The minimal, self-contained reproducibility footer below records seed and environment so a reader can reconstruct $E$. It is deliberately boring; that is the point.

Code

set.seed(43)            # determinism: re-runs reproduce every stochastic result
cat("R version:", R.version.string, "\n")
#> R version: R version 4.4.3 (2025-02-28 ucrt)
cat("Key packages:\n")
#> Key packages:
for (p in c("dplyr", "ggplot2", "broom")) {
  if (requireNamespace(p, quietly = TRUE))
    cat(sprintf("  %-8s %s\n", p, as.character(packageVersion(p))))
}
#>   dplyr    1.1.4
#>   ggplot2  4.0.0
#>   broom    1.0.10

A subtle but consequential point: reproducibility is a precondition for, not a guarantee of, credibility. A reproducible analysis can still be overfit to researcher degrees of freedom—the many defensible choices of sample, controls, and functional form that, searched over, manufacture significance.
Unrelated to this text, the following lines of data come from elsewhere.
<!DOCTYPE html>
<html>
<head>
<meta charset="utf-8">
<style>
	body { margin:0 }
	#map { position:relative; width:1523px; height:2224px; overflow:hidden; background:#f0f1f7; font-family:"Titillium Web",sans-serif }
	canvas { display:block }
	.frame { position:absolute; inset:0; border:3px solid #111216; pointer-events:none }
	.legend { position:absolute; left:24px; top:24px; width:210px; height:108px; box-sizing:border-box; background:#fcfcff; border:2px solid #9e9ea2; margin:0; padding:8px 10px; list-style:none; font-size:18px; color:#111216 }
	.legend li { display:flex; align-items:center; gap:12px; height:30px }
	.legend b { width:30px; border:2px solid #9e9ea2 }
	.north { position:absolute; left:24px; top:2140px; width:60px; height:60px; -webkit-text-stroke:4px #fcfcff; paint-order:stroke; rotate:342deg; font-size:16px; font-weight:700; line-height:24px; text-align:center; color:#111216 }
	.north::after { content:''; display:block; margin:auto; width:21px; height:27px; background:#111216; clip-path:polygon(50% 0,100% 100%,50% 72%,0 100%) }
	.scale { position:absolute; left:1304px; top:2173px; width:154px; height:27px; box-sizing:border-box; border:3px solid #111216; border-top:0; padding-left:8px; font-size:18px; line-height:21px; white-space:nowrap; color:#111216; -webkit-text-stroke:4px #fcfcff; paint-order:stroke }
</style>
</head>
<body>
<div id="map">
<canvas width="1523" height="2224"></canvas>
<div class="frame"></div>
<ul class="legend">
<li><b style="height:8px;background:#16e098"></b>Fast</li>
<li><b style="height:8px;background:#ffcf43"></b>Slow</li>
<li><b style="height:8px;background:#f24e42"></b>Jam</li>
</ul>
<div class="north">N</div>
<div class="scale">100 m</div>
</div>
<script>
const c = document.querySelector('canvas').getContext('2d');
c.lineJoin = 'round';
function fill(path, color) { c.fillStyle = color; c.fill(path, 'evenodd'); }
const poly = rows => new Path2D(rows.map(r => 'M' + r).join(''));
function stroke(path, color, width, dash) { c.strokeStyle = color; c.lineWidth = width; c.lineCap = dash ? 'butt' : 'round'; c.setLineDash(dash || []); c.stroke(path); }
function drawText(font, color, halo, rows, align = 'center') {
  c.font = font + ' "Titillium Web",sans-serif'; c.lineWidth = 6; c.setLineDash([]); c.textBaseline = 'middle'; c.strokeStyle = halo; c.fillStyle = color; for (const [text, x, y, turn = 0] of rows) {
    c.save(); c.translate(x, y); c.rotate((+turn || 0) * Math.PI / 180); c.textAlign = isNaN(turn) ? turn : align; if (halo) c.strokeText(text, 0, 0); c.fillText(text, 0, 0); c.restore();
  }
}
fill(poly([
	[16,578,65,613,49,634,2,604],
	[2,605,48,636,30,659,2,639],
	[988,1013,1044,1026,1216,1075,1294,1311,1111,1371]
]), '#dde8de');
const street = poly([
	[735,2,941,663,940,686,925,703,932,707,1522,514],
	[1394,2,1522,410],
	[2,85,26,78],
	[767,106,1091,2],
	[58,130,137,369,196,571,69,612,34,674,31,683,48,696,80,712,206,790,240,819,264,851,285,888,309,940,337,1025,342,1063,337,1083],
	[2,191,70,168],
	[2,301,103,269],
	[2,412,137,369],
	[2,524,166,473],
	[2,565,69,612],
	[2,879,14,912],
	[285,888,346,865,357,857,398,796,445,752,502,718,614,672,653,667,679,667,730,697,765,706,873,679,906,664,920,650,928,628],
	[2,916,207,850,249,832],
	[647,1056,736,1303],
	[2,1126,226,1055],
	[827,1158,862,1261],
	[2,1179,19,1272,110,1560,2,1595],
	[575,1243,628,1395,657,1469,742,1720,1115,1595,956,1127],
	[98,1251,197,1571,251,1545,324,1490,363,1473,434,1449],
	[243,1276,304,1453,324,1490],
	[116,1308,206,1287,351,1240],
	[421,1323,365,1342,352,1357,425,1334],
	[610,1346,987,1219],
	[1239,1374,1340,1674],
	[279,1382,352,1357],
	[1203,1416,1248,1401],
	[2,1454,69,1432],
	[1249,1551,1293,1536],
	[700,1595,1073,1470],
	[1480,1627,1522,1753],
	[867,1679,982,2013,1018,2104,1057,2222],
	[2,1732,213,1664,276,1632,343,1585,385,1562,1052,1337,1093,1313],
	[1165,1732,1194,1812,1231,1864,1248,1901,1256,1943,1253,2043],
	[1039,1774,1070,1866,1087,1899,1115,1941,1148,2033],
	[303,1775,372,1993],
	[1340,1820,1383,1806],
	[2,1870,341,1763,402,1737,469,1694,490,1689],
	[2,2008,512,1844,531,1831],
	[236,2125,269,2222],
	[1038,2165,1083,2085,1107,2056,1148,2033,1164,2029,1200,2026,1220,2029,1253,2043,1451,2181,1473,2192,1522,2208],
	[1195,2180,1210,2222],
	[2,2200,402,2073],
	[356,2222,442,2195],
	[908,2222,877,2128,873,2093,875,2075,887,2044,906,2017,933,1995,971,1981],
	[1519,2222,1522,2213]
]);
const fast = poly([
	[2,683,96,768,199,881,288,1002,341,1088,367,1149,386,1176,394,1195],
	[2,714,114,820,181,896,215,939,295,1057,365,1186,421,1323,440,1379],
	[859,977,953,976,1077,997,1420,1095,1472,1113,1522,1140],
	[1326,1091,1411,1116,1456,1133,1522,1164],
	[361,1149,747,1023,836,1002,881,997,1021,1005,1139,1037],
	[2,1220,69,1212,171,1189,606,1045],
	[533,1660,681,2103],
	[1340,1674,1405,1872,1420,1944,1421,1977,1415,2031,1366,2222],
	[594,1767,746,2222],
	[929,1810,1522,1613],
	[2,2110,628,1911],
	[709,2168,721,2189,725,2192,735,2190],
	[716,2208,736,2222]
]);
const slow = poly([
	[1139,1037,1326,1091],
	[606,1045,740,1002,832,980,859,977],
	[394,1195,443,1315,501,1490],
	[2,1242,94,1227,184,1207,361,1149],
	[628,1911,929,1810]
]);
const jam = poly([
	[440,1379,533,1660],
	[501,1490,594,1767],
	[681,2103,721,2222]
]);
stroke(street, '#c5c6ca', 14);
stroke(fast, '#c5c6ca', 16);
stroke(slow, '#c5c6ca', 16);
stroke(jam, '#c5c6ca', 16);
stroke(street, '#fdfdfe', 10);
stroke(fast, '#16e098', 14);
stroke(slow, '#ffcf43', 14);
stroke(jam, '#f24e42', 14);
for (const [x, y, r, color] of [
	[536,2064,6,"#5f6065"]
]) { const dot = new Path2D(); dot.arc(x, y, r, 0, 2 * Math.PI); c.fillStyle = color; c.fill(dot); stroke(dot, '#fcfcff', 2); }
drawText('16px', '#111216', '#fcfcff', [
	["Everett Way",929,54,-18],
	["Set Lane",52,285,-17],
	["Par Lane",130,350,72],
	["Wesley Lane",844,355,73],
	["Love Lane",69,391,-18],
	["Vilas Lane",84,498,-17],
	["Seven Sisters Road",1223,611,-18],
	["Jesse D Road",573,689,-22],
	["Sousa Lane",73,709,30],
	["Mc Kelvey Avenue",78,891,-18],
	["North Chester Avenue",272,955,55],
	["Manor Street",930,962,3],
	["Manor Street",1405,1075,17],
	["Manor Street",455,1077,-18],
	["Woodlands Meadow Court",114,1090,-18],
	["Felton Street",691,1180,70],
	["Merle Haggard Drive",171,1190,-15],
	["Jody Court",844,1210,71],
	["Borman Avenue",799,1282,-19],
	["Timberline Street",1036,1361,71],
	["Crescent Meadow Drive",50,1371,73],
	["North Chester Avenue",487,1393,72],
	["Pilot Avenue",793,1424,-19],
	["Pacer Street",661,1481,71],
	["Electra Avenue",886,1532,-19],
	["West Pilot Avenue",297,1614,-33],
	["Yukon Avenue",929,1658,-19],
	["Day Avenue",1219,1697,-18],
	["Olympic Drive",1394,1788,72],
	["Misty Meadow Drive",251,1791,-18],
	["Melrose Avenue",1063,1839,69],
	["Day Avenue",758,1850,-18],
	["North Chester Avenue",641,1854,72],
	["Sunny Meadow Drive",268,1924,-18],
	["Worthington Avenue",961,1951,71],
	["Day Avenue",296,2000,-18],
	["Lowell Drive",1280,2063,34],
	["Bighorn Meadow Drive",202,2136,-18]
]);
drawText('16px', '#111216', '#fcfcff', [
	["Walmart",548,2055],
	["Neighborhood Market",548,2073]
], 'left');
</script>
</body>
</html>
The honest defense is to report the specification curve or multiverse: the distribution of the estimate across the reasonable analytic choices, so the reader sees whether the result is a robust feature of the data or an artifact of one path through it. Reproducibility makes the multiverse cheap to compute; reporting it is what turns reproducibility into credibility.

69.4 Academic versus Managerial Reporting

The same study, honestly reported, looks different to the two audiences because they price errors differently (the formalization in Chapter 69’s two-audience discussion above). The differences are systematic enough to tabulate, and the tabulation is itself a reporting decision: it tells an author what to foreground.

Table 69.2: Academic and managerial registers differ in foregrounding, not in honesty. The same estimate and its uncertainty feed both reports.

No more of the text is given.